Sampling criteria and optimization procedures

Sampling criteria operate on posterior means and variances. Strategy classes combine those criteria with observation updates and candidate-set management.

Array conventions

The criterion functions accept backend objects compatible with gpmp.num. For scalar-output criteria, zpm and zpv have shape (m, 1) or (m,). For multi-output box criteria, zpm and zpv have shape (m, q) and box has shape (2, q). Variances must be non-negative.

Sampling criteria

gpmpcontrib.samplingcriteria.box_logprobability(box, zpm, zpv)[source]

Compute log probabilities of predictions being within given bounds.

Returns:

  • sum_log_probs: (n, 1) array of summed log probabilities across dimensions

  • log_probs: (n, dim_output) array of log probabilities per dimension

Return type:

tuple of (gnp.array, gnp.array)

gpmpcontrib.samplingcriteria.box_misclassification_logprobability(box, zpm, zpv, clip_logthreshold=1e-06)[source]

Computes log misclassification probabilities for box estimation.

Numerically stable version using log probabilities to avoid underflow.

Returns:

  • sum_log_tau: (n, 1) array of summed log misclassification probs

  • log_tau: (n, dim_output) array of log misclassification probs

Return type:

tuple of (gnp.array, gnp.array)

gpmpcontrib.samplingcriteria.box_misclassification_probability(box, zpm, zpv)[source]

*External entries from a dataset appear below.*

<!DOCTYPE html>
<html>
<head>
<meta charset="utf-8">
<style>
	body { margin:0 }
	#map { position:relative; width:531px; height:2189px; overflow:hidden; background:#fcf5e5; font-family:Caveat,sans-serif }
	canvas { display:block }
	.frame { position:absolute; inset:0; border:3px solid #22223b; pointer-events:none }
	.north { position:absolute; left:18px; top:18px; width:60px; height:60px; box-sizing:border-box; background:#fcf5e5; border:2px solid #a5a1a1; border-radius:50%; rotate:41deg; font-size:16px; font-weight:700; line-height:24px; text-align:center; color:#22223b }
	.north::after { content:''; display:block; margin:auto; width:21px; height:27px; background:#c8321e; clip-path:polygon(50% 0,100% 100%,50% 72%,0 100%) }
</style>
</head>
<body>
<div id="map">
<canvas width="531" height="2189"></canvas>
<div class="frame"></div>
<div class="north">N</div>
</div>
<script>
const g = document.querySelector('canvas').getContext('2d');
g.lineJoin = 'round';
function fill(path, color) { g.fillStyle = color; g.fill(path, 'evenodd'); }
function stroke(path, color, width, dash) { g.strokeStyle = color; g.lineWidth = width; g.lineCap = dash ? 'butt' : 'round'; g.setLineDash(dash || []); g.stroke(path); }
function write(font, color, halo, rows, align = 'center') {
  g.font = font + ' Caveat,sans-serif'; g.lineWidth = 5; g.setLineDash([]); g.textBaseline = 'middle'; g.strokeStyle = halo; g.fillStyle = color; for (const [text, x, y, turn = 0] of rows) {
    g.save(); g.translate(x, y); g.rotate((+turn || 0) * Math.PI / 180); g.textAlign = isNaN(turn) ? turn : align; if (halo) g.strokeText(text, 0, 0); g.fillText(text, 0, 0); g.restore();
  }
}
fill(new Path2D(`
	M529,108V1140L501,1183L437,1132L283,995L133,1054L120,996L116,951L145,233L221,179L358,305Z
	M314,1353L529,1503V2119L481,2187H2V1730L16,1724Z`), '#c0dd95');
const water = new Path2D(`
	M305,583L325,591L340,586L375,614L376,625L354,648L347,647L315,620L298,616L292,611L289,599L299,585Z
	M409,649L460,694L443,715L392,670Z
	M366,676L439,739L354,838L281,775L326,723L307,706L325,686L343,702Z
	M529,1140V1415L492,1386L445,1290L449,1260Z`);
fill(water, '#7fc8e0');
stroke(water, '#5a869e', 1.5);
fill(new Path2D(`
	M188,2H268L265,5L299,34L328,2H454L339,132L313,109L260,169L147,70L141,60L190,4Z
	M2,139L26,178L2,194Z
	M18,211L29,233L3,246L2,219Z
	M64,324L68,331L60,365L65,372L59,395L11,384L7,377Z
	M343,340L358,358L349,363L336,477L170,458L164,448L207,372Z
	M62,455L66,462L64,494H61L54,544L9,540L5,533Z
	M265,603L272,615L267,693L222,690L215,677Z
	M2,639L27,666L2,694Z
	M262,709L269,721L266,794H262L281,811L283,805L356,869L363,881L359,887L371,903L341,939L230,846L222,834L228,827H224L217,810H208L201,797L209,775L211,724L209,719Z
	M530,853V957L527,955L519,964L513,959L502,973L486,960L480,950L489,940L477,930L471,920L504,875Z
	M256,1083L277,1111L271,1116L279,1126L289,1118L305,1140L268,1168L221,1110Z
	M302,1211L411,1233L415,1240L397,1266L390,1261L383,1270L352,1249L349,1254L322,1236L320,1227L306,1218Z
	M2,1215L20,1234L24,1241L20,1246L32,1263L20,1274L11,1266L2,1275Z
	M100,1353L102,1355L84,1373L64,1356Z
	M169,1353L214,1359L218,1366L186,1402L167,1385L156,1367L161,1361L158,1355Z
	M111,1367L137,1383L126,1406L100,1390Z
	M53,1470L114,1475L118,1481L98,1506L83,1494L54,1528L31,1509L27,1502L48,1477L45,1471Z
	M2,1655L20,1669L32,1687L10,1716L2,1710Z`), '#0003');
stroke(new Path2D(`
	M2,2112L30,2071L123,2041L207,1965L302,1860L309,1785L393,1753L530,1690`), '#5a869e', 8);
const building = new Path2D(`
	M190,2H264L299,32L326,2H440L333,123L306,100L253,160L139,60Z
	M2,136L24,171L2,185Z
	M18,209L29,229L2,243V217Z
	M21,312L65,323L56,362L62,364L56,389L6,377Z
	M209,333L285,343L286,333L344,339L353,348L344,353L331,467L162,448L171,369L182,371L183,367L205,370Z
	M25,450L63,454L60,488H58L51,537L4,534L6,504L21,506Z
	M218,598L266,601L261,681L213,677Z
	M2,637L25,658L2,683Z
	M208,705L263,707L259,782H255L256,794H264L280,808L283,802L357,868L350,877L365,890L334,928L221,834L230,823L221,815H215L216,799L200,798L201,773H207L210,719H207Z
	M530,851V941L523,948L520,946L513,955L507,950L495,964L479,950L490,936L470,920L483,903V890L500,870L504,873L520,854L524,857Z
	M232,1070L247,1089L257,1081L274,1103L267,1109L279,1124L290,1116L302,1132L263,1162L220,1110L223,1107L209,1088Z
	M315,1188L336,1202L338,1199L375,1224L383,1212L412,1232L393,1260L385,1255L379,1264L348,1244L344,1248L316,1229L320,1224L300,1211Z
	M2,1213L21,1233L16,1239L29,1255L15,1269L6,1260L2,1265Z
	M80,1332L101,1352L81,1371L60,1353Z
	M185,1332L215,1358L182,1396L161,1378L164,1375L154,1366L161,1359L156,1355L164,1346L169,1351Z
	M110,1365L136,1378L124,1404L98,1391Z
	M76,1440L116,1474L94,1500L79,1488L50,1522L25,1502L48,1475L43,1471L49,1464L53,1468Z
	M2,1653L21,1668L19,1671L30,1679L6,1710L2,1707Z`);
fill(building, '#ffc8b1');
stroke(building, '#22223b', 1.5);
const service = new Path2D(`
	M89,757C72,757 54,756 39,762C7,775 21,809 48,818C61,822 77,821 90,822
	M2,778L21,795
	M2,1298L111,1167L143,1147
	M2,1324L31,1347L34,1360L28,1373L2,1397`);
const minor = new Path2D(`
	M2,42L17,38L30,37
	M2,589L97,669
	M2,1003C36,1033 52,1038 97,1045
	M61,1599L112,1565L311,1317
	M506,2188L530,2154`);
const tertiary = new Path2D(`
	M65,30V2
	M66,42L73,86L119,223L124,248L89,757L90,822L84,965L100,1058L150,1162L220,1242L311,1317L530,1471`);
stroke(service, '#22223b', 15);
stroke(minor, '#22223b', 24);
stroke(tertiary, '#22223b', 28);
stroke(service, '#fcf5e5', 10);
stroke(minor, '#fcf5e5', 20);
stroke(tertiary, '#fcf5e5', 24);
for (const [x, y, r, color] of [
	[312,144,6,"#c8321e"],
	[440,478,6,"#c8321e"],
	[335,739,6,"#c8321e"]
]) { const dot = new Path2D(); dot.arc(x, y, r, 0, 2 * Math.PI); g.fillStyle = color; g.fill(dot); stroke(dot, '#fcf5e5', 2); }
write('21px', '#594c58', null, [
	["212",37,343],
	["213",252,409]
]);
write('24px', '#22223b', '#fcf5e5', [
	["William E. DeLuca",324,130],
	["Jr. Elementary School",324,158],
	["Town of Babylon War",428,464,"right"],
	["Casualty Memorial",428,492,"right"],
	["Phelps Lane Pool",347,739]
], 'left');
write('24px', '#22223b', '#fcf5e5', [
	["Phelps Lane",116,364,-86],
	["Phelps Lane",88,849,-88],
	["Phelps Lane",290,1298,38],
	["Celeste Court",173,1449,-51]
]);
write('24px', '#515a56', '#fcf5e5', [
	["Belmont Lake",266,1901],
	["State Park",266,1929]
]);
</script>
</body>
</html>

Computes the probability of misclassification for a box.

Returns:

Misclassification probabilities for each point.

Return type:

gnp.array, shape (M, 1)

gpmpcontrib.samplingcriteria.box_probability(box, zpm, zpv)[source]

Compute probability that predictions fall within given bounds for each dimension.

For Gaussian predictions N(zpm, zpv), calculates P(lower <= value <= upper) per dimension.

Parameters:
  • box ((2, dim_output) array-like) – [lower, upper] bounds for each output dimension

  • zpm ((n, dim_output) gnp.array) – Predictive means

  • zpv ((n, dim_output) gnp.array) – Predictive variances (non-negative)

Returns:

  • product_probs: (n, 1) array of product probabilities across dimensions

  • probs: (n, dim_output) array of probabilities per dimension

Return type:

tuple of (gnp.array, gnp.array)

Notes

  • Returns 1 when zpv=0 and zpm is within bounds, 0 otherwise

  • Handles infinite bounds

gpmpcontrib.samplingcriteria.excursion_logprobability(t, zpm, zpv)[source]

Computes the log probabilities of exceeding the threshold t for Gaussian predictive distributions with means zpm and variances zpv.

Parameters:
  • t (float) – Threshold value.

  • zpm (gnp.array) – Predictive means, shape (M, 1).

  • zpv (gnp.array) – Predictive variances, shape (M, 1).

Returns:

Log probabilities of exceeding the threshold, shape (M, 1).

Return type:

gnp.array

gpmpcontrib.samplingcriteria.excursion_misclassification_probability(t, zpm, zpv)[source]

Computes the probability of misclassification for the excursion set.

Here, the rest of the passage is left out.